EXPLAINED Tirumala laddu row: Faith, politics and fight over ghee purity

The Tirumala Tirupati Devasthanams (TTD) has rolled out stricter norms for laddu preparation and ghee procurement, seeking to restore confidence after months of controversy over the sacred prasadam.

New rules: Here’s what TTD has mandated to reassure devotees

In a statement issued on February 18, the temple body said it has tightened quality checks, supply conditions and monitoring systems to ensure devotees receive what it called “high-quality laddus”. The move comes amid lingering allegations of adulteration during the previous regime.

Under the revised framework, ghee suppliers must now clear tests aligned with the Food Safety and Standards Authority of India (FSSAI) and the National Dairy Development Board (NDDB) norms. Tankers transporting ghee will be fitted with GPS locks, while dairy processors will be assessed through a manufacturing readiness (MRL) scoring system.

TTD has also narrowed the ghee procurement radius from 1,500 km to 800 km and promised greater transparency in tender allocation.

Who is supplying the ghee now?

At present, Mother Dairy, Indapur Dairy and Sangam Dairy are supplying ghee to the Tirumala shrine. TTD plans to procure around 65 lakh kg through these firms.
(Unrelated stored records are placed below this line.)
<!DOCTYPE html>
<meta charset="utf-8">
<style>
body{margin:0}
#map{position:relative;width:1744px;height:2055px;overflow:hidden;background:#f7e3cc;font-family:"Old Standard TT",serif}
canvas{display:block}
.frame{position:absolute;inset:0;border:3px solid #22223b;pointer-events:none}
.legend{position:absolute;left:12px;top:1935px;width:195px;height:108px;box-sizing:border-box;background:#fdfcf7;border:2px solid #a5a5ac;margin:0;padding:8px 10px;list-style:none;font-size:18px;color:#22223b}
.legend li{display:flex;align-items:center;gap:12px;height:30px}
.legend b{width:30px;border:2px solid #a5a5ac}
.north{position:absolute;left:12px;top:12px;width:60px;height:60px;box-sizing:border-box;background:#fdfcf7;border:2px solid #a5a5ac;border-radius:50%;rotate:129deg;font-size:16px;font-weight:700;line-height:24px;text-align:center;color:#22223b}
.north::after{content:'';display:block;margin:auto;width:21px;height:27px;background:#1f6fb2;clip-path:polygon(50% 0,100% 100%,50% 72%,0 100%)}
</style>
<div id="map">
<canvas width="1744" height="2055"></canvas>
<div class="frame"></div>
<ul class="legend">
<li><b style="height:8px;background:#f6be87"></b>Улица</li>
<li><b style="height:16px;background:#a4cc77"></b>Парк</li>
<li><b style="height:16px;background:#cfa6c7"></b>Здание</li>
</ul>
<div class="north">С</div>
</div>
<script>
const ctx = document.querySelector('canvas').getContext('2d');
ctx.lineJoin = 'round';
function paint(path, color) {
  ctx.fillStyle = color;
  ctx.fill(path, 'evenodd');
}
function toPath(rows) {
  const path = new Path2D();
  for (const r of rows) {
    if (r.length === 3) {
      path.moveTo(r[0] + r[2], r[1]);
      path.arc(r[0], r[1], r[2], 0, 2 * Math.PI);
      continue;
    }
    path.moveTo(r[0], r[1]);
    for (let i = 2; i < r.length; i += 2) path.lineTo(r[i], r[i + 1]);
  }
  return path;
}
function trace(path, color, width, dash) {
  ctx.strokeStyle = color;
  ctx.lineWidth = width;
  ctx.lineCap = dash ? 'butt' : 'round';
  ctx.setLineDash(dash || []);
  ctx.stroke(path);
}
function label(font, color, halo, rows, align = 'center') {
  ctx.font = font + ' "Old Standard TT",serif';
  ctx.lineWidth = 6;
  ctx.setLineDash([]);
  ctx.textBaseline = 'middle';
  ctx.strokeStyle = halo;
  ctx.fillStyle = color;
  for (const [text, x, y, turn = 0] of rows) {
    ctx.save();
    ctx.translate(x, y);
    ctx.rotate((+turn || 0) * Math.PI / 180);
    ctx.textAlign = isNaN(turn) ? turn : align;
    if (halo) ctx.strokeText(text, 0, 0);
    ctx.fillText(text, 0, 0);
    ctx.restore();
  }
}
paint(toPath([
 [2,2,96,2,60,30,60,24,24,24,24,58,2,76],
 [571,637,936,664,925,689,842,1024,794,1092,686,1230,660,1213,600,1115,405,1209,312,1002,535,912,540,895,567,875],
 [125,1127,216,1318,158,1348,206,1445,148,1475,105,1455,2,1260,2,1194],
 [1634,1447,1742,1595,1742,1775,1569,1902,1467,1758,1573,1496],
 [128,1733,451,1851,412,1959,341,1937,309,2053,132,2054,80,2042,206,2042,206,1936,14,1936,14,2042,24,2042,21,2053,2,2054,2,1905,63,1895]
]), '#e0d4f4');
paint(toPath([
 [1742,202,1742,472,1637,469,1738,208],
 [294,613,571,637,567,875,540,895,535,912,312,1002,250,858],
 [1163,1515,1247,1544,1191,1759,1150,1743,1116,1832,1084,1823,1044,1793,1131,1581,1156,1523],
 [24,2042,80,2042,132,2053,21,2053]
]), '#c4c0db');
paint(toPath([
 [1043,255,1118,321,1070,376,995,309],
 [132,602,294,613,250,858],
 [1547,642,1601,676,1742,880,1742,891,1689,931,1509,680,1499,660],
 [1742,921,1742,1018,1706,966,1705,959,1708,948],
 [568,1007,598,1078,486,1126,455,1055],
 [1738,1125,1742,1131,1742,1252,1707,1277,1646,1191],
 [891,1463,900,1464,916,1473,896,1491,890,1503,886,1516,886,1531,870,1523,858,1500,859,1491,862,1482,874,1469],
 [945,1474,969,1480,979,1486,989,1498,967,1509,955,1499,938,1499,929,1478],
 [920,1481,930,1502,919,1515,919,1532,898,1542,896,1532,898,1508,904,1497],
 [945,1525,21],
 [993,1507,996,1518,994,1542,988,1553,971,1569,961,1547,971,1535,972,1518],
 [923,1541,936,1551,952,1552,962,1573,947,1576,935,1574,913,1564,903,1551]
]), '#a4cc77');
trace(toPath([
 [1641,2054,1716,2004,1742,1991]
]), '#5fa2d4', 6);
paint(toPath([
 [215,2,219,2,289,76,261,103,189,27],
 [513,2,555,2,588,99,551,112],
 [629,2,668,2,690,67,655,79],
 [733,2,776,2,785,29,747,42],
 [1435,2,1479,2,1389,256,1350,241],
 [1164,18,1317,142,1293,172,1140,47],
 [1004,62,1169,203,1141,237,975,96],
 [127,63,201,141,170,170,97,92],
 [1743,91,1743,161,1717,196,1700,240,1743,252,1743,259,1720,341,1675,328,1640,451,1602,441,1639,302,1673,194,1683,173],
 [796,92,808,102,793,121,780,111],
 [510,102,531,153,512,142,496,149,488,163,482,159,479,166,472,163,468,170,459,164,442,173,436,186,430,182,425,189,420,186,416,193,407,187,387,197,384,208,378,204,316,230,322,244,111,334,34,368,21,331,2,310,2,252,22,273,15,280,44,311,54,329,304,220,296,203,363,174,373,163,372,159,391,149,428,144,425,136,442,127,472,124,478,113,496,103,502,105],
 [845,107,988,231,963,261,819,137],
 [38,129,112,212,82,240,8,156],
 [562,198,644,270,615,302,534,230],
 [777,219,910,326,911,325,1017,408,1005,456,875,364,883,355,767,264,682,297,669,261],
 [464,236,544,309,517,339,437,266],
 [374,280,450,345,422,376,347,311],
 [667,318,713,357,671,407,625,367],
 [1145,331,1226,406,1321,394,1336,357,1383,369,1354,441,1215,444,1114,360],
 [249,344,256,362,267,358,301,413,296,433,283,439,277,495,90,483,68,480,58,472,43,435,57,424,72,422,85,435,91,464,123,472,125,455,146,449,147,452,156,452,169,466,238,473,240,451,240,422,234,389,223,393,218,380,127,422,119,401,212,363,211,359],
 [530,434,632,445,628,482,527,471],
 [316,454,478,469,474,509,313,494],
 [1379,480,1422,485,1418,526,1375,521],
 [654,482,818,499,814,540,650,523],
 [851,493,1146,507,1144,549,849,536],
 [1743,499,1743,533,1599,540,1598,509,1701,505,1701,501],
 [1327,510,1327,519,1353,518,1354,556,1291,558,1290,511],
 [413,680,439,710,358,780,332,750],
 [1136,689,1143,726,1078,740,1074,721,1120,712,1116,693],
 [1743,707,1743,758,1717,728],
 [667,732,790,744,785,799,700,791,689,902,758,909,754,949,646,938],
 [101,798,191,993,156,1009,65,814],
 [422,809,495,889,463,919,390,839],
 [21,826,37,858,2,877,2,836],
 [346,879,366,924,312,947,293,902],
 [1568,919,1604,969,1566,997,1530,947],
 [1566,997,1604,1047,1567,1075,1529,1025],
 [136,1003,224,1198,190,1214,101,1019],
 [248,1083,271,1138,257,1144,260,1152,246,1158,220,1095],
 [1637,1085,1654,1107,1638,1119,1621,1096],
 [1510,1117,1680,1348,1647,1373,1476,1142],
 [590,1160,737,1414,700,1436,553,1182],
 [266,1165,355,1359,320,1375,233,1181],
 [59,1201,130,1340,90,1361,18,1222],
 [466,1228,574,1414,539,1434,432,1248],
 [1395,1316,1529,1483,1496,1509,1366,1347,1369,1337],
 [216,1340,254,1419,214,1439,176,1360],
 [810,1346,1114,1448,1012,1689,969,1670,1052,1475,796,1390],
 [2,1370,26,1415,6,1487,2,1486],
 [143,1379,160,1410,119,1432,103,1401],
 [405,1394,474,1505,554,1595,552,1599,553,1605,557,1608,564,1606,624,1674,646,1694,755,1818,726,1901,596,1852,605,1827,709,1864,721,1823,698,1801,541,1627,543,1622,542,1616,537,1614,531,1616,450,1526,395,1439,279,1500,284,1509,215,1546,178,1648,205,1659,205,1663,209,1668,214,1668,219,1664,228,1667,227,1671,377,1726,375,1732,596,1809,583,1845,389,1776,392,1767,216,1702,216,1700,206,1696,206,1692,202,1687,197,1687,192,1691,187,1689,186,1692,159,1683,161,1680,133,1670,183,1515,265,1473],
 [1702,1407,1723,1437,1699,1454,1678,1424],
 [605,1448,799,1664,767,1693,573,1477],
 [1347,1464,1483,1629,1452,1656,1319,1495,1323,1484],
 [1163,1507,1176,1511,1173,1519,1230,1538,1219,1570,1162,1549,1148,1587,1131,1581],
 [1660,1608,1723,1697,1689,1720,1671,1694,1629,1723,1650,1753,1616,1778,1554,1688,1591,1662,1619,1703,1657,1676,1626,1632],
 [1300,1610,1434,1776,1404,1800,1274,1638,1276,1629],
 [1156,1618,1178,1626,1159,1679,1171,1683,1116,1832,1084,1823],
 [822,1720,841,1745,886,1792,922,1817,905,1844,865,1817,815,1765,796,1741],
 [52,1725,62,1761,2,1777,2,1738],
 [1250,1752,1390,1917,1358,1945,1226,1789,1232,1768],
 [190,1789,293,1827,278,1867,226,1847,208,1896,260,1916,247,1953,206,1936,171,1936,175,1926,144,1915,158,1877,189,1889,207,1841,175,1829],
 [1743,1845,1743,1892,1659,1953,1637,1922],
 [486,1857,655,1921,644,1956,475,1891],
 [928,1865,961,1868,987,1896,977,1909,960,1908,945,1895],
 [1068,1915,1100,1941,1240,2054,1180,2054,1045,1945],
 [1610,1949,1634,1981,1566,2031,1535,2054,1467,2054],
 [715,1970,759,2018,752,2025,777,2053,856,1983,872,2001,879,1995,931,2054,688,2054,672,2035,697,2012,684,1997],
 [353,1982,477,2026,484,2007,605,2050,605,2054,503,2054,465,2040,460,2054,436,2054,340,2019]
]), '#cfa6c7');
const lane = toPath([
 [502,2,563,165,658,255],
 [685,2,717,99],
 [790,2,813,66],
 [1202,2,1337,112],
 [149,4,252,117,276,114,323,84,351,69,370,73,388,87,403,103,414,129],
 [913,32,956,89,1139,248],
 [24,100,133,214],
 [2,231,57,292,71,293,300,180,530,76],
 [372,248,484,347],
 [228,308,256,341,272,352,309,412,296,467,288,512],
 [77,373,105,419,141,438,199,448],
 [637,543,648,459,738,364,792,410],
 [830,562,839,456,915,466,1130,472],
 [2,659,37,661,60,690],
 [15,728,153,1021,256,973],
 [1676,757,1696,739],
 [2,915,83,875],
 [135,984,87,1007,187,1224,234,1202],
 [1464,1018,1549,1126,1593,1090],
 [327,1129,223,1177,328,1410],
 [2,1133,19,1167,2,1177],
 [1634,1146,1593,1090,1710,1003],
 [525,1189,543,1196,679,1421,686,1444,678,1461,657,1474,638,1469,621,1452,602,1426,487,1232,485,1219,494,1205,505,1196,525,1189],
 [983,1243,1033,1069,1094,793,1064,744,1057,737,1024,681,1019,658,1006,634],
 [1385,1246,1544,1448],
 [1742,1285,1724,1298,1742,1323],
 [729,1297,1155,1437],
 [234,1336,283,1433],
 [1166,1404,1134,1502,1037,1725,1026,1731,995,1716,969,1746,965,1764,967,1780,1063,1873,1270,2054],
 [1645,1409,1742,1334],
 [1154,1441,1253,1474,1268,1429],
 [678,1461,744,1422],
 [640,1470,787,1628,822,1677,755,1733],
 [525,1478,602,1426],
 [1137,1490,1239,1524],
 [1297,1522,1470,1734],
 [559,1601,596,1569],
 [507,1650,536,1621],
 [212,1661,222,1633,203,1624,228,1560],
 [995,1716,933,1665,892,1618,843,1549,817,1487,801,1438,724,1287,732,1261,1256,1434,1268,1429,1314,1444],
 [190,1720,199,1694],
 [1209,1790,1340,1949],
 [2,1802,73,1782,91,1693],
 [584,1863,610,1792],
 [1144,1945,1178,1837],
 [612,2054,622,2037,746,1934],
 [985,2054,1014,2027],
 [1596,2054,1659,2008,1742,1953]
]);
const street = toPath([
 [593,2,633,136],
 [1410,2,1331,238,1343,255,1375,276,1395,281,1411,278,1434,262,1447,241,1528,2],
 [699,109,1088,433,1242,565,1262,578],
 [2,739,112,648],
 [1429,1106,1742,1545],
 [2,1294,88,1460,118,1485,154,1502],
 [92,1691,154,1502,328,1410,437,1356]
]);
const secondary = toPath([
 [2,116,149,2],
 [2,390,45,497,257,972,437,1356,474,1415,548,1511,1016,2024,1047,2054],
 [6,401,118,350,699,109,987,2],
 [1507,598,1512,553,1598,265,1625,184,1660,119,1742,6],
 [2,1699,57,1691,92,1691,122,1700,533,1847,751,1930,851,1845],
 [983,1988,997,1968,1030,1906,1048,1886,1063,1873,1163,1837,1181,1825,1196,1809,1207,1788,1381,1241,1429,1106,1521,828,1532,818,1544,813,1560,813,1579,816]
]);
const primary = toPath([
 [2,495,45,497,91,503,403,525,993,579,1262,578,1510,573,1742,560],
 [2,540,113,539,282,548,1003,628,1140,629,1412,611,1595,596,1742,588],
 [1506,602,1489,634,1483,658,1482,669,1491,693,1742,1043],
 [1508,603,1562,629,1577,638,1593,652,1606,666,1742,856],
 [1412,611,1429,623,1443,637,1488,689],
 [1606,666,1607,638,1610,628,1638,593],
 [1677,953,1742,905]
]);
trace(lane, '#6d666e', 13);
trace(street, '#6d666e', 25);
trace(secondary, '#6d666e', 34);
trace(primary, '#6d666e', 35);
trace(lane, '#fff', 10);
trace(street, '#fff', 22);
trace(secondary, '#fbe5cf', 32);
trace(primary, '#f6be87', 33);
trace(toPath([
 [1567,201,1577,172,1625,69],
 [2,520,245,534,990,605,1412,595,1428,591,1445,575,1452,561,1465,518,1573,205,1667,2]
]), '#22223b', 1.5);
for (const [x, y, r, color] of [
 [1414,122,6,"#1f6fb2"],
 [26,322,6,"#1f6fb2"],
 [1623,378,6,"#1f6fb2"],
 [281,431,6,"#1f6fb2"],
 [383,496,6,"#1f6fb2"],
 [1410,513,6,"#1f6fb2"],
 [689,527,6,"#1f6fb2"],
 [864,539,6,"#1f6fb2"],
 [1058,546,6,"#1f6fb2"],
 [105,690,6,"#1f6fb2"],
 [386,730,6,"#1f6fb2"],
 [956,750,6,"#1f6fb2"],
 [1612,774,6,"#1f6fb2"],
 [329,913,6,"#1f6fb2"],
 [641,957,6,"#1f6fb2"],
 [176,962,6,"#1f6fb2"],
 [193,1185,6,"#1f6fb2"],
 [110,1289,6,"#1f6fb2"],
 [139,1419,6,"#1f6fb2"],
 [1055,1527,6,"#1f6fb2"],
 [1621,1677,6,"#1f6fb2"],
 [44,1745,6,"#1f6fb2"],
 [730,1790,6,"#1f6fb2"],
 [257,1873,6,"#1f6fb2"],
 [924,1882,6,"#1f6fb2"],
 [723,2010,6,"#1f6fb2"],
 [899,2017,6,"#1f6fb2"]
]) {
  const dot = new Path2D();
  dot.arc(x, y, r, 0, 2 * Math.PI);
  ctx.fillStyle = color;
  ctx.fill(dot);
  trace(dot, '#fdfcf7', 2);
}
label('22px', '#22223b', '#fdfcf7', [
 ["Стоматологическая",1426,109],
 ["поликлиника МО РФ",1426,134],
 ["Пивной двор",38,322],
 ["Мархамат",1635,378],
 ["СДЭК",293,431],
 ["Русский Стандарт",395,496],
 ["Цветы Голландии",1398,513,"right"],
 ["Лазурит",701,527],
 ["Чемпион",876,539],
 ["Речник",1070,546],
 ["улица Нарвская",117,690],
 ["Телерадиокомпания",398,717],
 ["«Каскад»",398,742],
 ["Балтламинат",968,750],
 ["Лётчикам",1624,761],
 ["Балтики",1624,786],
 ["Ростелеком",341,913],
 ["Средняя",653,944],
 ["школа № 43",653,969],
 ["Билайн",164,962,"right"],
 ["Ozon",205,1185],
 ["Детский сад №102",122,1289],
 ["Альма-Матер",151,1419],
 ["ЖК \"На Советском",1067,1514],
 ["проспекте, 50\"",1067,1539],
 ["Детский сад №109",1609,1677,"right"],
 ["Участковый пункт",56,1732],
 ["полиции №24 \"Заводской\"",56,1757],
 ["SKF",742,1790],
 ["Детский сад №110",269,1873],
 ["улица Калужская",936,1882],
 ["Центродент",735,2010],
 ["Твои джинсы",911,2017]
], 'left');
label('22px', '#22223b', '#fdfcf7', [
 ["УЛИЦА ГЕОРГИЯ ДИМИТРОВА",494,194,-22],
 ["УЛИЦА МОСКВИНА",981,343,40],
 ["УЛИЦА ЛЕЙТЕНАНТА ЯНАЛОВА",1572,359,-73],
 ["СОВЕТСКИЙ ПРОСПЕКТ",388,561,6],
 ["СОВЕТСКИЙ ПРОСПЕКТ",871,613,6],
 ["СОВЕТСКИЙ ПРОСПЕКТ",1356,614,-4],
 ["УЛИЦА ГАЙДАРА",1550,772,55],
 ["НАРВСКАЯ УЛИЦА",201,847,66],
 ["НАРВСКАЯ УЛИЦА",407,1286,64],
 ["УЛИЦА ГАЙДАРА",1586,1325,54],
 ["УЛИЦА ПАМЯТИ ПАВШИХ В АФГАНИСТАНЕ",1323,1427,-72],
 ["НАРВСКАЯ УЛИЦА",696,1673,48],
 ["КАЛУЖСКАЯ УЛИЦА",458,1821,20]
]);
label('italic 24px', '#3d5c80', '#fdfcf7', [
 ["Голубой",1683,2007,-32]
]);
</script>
Officials clarified that reports suggesting the exclusion of Nandini Dairy are incorrect. They also rejected allegations that ghee prices were inflated for commissions, noting that rising milk costs have naturally pushed up ghee prices in the wholesale market.

According to TTD’s figures, cow milk prices have risen from about Rs 17–Rs 20 per litre in 2016 to around Rs 42 now, with corresponding increases in ghee prices.
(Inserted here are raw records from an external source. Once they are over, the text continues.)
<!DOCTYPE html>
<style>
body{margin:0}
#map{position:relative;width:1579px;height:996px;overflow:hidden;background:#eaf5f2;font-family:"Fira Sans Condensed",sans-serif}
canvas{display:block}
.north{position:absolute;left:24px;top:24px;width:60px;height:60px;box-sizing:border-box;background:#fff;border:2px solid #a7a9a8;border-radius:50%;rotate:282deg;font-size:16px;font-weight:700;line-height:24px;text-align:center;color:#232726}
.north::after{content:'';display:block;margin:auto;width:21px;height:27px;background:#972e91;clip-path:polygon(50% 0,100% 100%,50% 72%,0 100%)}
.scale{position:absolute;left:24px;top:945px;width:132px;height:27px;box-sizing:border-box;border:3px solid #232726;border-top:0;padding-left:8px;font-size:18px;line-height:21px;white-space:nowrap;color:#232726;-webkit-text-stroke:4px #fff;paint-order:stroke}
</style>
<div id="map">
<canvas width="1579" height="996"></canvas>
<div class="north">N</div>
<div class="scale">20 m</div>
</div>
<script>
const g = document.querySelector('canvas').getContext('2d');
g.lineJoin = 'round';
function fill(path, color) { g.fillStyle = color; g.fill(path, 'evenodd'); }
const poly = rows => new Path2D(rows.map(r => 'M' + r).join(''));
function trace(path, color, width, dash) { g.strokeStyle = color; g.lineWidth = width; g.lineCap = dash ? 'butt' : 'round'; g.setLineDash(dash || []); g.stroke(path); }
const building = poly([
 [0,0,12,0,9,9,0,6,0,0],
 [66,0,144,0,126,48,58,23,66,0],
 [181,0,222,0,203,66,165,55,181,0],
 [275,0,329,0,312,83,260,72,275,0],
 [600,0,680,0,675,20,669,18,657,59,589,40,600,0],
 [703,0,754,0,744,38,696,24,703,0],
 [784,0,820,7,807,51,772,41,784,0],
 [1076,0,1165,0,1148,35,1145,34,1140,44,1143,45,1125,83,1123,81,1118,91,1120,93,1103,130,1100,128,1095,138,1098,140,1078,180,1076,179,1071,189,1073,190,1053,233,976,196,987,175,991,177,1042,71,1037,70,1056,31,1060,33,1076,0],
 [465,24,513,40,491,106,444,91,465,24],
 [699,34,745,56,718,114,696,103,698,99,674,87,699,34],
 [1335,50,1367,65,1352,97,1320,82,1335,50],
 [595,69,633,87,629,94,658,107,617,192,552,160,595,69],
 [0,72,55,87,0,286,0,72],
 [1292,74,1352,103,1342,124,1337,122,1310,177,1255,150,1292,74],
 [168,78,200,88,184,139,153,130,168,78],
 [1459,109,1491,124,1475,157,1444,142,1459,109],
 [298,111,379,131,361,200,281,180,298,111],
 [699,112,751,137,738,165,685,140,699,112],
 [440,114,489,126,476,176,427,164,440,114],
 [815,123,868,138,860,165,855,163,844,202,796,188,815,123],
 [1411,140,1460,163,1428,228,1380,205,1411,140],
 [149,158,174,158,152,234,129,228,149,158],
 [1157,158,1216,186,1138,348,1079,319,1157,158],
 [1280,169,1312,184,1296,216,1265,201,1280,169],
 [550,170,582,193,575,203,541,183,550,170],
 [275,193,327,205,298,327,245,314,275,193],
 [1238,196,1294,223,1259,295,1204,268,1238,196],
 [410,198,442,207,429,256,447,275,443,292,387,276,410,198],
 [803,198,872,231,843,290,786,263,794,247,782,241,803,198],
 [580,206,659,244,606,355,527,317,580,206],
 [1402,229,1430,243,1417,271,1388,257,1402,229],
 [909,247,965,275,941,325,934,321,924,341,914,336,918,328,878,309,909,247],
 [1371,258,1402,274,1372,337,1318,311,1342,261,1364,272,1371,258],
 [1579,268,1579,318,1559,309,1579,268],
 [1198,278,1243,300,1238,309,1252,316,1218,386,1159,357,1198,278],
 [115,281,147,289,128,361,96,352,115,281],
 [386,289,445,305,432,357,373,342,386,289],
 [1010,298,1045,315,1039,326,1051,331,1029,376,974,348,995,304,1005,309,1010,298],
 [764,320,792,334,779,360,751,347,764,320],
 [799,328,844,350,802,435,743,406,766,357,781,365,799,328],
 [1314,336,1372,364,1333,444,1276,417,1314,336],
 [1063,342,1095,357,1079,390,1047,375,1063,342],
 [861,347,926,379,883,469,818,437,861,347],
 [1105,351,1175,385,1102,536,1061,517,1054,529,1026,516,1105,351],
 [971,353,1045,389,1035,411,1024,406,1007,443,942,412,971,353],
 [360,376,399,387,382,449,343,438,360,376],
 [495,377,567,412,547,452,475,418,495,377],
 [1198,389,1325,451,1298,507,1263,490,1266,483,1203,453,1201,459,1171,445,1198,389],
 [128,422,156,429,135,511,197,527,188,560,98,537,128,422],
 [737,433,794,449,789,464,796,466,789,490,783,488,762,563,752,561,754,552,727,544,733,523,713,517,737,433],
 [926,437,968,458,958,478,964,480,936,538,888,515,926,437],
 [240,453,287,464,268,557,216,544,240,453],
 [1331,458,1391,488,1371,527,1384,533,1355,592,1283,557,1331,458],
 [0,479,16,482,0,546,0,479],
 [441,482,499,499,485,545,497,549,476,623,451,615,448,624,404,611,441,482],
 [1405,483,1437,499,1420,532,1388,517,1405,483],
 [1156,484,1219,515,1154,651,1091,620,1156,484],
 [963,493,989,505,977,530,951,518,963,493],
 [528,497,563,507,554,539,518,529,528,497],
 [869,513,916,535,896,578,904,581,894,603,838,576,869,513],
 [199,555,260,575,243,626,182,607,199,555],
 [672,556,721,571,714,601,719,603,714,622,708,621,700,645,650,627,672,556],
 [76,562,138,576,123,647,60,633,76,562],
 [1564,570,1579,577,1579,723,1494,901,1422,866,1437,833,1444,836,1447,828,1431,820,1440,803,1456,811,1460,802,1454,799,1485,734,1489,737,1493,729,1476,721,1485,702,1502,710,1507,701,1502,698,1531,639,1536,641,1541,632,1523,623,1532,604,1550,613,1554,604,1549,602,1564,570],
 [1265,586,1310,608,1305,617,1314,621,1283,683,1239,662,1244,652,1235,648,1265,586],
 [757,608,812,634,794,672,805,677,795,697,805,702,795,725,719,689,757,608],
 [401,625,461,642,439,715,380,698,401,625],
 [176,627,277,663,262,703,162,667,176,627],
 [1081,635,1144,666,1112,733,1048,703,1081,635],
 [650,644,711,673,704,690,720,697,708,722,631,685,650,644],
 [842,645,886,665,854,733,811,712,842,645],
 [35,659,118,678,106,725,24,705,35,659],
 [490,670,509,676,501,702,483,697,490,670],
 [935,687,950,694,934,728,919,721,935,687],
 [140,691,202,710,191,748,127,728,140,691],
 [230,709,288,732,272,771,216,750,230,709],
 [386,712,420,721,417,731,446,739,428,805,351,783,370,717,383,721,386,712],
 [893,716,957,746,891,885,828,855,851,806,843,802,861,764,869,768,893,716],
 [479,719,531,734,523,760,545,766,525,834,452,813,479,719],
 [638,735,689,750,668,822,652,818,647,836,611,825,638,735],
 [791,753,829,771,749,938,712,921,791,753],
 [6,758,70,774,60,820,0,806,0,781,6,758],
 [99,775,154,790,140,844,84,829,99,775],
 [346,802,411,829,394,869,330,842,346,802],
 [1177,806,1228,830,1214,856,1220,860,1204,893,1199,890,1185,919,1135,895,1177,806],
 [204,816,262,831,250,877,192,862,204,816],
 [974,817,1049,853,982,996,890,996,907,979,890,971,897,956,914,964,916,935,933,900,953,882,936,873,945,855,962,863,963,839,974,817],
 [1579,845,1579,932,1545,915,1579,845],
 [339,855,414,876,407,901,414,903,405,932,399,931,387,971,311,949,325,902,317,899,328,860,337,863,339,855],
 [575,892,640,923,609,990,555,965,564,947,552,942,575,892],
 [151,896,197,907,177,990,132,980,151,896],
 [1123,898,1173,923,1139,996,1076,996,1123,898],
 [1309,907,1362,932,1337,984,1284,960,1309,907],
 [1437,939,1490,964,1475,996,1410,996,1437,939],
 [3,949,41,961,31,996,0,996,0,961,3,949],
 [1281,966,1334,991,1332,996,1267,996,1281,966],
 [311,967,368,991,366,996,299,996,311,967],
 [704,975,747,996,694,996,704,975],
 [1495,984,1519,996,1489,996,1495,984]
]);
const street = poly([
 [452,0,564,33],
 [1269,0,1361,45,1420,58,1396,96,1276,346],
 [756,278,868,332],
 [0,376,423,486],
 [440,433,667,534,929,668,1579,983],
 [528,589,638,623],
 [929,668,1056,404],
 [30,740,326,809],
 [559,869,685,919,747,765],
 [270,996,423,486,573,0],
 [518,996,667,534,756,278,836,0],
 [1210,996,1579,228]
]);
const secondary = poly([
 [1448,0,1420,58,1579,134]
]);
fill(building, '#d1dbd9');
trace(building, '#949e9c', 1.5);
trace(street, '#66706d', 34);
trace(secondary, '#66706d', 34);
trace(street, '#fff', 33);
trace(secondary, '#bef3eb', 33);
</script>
How the controversy erupted

The tightening of rules follows a politically charged row that has simmered for months. The dispute began after claims surfaced that animal fat — including beef tallow or lard — might have been mixed into ghee used for Tirumala laddus.

Given the religious sensitivity surrounding the prasadam, the allegation triggered widespread outrage and quickly turned into a political flashpoint in Andhra Pradesh.

However, laboratory findings cited in the Special Investigation Team (SIT) chargesheet complicate the narrative.

What the lab reports actually say

Tests conducted by the ICAR National Dairy Research Institute in Karnal and the NDDB’s Centre for Analysis and Learning in Livestock in Anand did not detect animal fat in the examined samples.

A key marker was cholesterol, which is present in animal fats but absent in vegetable oils. The reports noted that cholesterol was not found in the samples, making the presence of beef tallow, lard or fish oil highly unlikely.

Instead, scientists detected plant-based markers such as beta-sitosterol. The chemical profile suggested the presence of palm oil, palm stearin and palm kernel oil — cheaper substitutes sometimes linked to food adulteration.

The reports also recorded very low levels of butyric acid, a natural milk-fat indicator, suggesting only small quantities of genuine ghee in the tested material.

Politics keeps the ghee pot boiling

Despite the scientific findings, the issue remains politically charged.

Former Chief Minister Y.S. Jagan Mohan Reddy has dismissed the controversy as political drama, maintaining that the TTD procurement process is transparent. In contrast, Chief Minister N. Chandrababu Naidu, Deputy Chief Minister Pawan Kalyan and BJP leaders have argued that the matter reflects a serious breach requiring full investigation.

Meanwhile, the CBI and SIT continue to examine procurement records, tanker movements and the role of suppliers such as AR Dairy and Bhole Baba Organic Dairy.

What’s still murky

For devotees, the core concern has not changed: was the sanctity of the Tirumala laddu compromised?

So far, scientific evidence weakens the most explosive claim — the presence of animal fat. Yet questions around possible vegetable-oil adulteration, pricing anomalies and supply-chain oversight remain under scrutiny.

Until the probes conclude, the Tirumala laddu will remain more than a sacred sweet. It has become a case study in how faith, food science and politics can collide — and why even laboratory facts sometimes struggle to calm a public storm.